O esbravejar de associações de juízes e de procuradores contra um protesto do presidente do Senado não é, apenas, mais uma das tantas manifestações de corporativismo com que tais categorias se privilegiam.

A reação desproporcional teve também a finalidade de depressa encobrir, com o barulho exaltado, uma ordem judicial vista como abusiva. É dar as costas à democracia.

Nem por ser quem é, Renan Calheiros está impedido de ter, vez ou outra, atitudes corretas. Se a forma como o faça for descabida, e no caso foi, não é o sentido da atitude que deve pagar.

Mesmo porque, se falarmos em democracia, defender a soberania relativa do Congresso é tão democrático quanto invadi-lo policialmente não é.

Ainda não consta, embora não falte muito, que os cidadãos – quaisquer cidadãos – tenham perdido o direito de verificar se seus telefonemas, sua correspondência, sua casa e trabalho, enfim, sua intimidade, estão sendo violados.

Mesmo a ordem judicial para a violação não cassa tal direito, pois se é desconhecida do vigiado. E não só por ordem judicial há violações à intimidade.

É só constatá-lo nos anúncios de detetives particulares e seu instrumental de violações remuneradas.

É inesquecível o caso criado por Gilmar Mendes quando, gravado em telefonema no seu gabinete, acusou Lula de instaurar o estado policial. Um escarcéu.

Nelson Jobim foi à Câmara, com prospectos de uma aparelhagem que o Exército comprara e, a seu ver, era a usada para gravar Mendes.

Logo se viu que Jobim só mostrara o que era, de fato, uma propaganda na internet.

E a gravação foi feita pelo próprio amigo telefônico a quem o ministro do Supremo pedira, para sua enteada, um emprego boca-rica no Senado.

Gravadores clandestinos do SNI foram encontrados por “varreduras” em muitos gabinetes da ditadura.

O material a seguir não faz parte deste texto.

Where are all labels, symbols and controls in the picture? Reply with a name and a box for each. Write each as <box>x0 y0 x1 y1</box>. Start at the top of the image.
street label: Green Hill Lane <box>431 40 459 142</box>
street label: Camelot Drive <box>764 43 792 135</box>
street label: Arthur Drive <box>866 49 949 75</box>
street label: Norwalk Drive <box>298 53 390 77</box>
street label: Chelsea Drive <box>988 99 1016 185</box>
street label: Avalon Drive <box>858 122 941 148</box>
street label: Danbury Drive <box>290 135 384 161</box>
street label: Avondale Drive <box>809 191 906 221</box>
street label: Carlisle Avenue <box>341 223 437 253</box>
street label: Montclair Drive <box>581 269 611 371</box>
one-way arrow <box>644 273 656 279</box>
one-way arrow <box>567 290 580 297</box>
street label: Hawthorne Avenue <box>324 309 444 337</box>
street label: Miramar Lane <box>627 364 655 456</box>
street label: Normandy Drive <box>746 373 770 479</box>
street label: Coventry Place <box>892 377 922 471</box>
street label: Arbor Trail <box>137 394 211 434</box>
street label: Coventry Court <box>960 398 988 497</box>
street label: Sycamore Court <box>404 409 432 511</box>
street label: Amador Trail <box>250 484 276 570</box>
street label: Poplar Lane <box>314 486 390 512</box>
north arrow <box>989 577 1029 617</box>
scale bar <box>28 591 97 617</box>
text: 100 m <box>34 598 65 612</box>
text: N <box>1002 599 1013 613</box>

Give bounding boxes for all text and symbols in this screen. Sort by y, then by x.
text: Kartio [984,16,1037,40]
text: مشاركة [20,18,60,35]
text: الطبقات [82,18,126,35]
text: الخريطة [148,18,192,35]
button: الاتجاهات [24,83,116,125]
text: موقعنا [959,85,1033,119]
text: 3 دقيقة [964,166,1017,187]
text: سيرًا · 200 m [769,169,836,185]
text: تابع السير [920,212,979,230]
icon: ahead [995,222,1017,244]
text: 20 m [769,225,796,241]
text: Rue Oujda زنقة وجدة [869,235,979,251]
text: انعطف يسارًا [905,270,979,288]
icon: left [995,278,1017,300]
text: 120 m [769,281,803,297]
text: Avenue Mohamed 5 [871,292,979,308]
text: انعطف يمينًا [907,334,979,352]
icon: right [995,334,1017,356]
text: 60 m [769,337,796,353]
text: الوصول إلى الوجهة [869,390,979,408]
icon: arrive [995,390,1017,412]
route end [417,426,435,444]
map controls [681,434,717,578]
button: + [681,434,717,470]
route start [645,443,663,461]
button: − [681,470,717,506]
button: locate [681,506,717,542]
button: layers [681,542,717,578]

Fernando Henrique foi gravado manipulando a “privatização” da Vale.

Depois que Eduardo Cunha deixou a presidência da Telerj, evidências de gravações clandestinas tornaram-se epidêmicas no Rio.

Até que foi descoberta, perto de uma instalação da FAB no centro, uma central onde foram presos um ex-técnico da Telerj e um sargento.

Na Barra da Tijuca, foi localizada uma central chefiada por um coronel.

Em São Paulo, usar apelidos e metáforas era frequente em muitos círculos. Nunca deixou de sê-lo por completo, mas mudou: agora é o permanente.

A insegurança no país, pela bandidagem ou pelos novos poderes, torna as “varreduras” aconselháveis: hoje, até a palavra amigo é associada a crime.

Fazer “varredura” é ilegal? Não. Ou sim, desde que direitos, vários, ficaram à mercê do que pretenda um procurador ou um juiz das novas forças – poucos, ainda bem.

A conclusão deles, de que “as ‘varreduras’ nas casas de três senadores e de um ex-presidente eram obstrução à Lava Jato”, carece de sentido.

Ninguém está obrigado a se sujeitar à hipótese de que esteja com suas conversas sob gravação.

Impedir de ter a intimidade violada clandestinamente não é obstrução ilegal.

Além disso, nem houve obstrução prática, por falta do que fosse obstruível.

Grampo ilegal foi posto na cela de Alberto Youssef por policiais federais, em Curitiba.

Alguns dos que faziam campanha nas redes contra Dilma e o PT e pró-Aécio, o que hoje se pode ver como uma das primeiras evidências da missão político-ideológica que tinham. Têm.

Mas a gravação clandestina e a propaganda ficaram nisso mesmo: certas ilegalidades são mais legais do que a lei, a depender do policial, procurador ou juiz que as cometa.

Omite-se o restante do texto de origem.